Nina Dolcetti designs leather footwear but only uses left overs, off-cuts, old colour swatches and any other unwanted pre-consumer waste to create her shoes. Left over leather soles are used from other shoe companies, re-cut and re-stamped with the correct size. All the shoes are limited editions as the design and colour depends on the left overs. So if you want to be ethical but can’t bear to give up your leather shoes – this is your kind of brand.
Hats off to Pachacuti who design fedoras and panama hats whilst ensuring just remuneration for current weavers, ensuring sustainablilty and training a new generation in weaving techniques.Their SS10 collection was inspired by the painters and sculptors of St. Ives in Cornwall, with the interweaving diamond shapes drawn from the sculptures of Barbara Hepworth. Vivid colours and intricate detailing keep the authenticity of the Inca heritage.
Makepiece spins a yarn with their SS10 knitwear collection “the Matrimony” which was inspired by Nicola Sherlock’s (the designer) own wedding this year. This collection sees delicate fine knitwear with ruffles, ruching, ribbons and plaits creating a romantic feel. Light airy colours of sky, petal, lilac haze and cream mingle with more earthy colours of evening green and dark earth. The knitwear company is based in the Yorkshire Pennines where they take the natural yarns from their own sheep, spin them as locally as possible and knit them in their own community. Buy from Stella, 5 Upper Market Hall, Camden Lock, London.

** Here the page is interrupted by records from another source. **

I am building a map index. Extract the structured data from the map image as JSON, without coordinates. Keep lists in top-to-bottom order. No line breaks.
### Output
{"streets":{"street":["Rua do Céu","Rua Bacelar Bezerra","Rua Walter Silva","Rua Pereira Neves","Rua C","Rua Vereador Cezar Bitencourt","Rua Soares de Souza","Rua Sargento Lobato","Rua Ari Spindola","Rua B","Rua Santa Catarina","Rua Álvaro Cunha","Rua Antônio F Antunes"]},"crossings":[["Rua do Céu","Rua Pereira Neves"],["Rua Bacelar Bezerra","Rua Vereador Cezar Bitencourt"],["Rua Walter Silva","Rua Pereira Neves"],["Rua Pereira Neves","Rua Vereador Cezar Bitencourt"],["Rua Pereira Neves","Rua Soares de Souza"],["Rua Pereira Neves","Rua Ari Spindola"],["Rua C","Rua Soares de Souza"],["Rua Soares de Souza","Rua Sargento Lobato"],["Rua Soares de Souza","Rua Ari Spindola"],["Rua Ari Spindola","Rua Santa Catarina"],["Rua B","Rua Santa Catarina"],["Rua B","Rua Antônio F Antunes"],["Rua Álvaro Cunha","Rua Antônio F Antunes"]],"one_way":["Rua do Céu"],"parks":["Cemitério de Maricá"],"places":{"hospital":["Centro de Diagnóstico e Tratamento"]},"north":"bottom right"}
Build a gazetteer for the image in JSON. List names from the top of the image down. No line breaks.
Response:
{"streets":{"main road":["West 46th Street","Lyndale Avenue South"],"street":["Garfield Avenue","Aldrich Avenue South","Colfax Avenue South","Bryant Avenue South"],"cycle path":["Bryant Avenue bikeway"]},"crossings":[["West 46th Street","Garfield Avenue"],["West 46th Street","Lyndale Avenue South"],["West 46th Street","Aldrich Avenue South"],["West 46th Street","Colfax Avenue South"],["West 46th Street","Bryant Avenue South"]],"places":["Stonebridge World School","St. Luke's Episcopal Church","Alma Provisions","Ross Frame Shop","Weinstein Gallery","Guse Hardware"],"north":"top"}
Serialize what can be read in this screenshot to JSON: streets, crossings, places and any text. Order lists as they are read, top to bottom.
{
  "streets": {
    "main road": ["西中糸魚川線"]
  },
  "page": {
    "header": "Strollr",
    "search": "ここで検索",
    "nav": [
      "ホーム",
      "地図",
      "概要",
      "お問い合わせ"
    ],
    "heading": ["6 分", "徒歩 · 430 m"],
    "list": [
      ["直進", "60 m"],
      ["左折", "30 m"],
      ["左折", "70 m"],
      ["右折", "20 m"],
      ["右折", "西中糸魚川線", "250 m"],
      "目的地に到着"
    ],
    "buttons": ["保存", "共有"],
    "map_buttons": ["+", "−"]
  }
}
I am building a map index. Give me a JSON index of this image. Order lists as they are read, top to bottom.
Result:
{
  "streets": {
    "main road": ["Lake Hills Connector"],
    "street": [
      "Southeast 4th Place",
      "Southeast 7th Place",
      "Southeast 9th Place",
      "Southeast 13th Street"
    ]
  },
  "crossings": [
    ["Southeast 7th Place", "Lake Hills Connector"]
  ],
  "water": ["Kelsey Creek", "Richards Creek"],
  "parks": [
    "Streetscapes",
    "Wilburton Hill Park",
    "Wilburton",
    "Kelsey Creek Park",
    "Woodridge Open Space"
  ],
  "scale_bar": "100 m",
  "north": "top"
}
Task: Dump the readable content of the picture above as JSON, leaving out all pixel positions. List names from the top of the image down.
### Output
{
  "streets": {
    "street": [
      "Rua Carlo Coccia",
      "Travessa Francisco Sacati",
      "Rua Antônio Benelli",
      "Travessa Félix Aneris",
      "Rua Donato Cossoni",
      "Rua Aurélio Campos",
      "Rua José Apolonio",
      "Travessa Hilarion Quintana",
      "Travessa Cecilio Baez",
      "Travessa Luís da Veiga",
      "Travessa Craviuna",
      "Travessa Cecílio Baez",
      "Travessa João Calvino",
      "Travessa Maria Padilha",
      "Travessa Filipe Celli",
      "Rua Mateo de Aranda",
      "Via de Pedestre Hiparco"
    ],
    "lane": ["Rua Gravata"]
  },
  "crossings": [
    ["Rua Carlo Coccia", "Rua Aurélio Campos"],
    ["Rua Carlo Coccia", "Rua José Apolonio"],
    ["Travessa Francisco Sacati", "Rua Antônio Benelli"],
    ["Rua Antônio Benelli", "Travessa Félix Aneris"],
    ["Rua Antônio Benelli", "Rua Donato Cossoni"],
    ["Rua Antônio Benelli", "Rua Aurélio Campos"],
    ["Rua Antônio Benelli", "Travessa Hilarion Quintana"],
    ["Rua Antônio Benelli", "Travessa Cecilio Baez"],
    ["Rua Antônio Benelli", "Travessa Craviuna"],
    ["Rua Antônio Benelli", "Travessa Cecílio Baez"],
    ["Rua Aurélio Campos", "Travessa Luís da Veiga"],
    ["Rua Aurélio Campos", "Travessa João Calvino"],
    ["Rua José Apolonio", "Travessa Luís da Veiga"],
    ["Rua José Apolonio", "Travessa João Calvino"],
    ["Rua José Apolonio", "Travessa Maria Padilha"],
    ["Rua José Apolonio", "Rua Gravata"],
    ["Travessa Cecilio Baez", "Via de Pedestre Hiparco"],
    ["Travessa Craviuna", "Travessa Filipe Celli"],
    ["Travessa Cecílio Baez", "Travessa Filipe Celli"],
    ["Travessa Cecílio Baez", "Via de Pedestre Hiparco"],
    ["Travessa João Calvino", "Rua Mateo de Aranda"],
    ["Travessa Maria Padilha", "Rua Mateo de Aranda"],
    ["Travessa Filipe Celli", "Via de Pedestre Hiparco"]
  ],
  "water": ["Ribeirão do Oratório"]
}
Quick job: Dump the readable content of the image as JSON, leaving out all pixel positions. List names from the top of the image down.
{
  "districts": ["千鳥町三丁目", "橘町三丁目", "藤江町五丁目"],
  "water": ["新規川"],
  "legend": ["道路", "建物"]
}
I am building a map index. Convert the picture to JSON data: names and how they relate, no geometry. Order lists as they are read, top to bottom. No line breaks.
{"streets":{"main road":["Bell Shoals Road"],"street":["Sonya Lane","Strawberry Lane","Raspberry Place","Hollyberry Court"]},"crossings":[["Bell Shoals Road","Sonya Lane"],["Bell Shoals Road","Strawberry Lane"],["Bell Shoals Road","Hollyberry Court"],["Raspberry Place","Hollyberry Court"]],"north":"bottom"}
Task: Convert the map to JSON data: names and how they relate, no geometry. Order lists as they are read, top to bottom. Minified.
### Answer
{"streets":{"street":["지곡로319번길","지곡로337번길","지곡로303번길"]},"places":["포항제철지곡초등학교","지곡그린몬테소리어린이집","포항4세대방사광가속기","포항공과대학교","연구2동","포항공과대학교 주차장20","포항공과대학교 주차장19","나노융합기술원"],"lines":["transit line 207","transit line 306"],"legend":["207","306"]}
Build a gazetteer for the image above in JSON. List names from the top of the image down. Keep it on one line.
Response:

Anatomy’s SS10 collection shows tailored pieces in navy with an accent of red in buttons and buckles. Fabrics used are bamboo for their denim pieces; hemp and cotton blend for their fun stripey pencil skirts and jackets ; and a linen silk blend. Best sellers are their fencing styled waistcoats and jackets which flatter the figure and emphasise or give the illusion of a waist. A perfect brand for the woman who prefers her clothes structured. Buy online from www.devidoll.com
The Bees Knees – Designer Ada Zanditon created a Buzz with her SS10 collection “The Colony”. Inspiration came from bees. Main palette is red and navy. Hexagonal shapes were widely used in patterns (as seen in the red tunic dress on the hanger) and to make 3D sculptural pieces such as the navy interlock skirt & cape. All fabrics used are organic and natural. Her designs can be bought from Digitaria, 60 Berwick St. London.
Soaring high is Christopher Raeburn’s SS10 collection made of re-appropriated military parachute fabric. The garments are brought to life with splashes of rainbow colours – red, orange, yellow, green ,blue, indigo and violet, with circle cut outs appearing on lapels and around hoods for decoration. Mainly designing outerwear such as parkas, bomber jackets, macs, capes and ponchos, Raeburn has created a capsule collection of dresses for SS10 with his orange creation being worn by Hilary Alexander to Downing Street. Also this season, he has introduced the “jellyfish” bag made of woven netting with parachute fabric and cord .His designs for men can be bought from Liberty and for women in Browns Focus.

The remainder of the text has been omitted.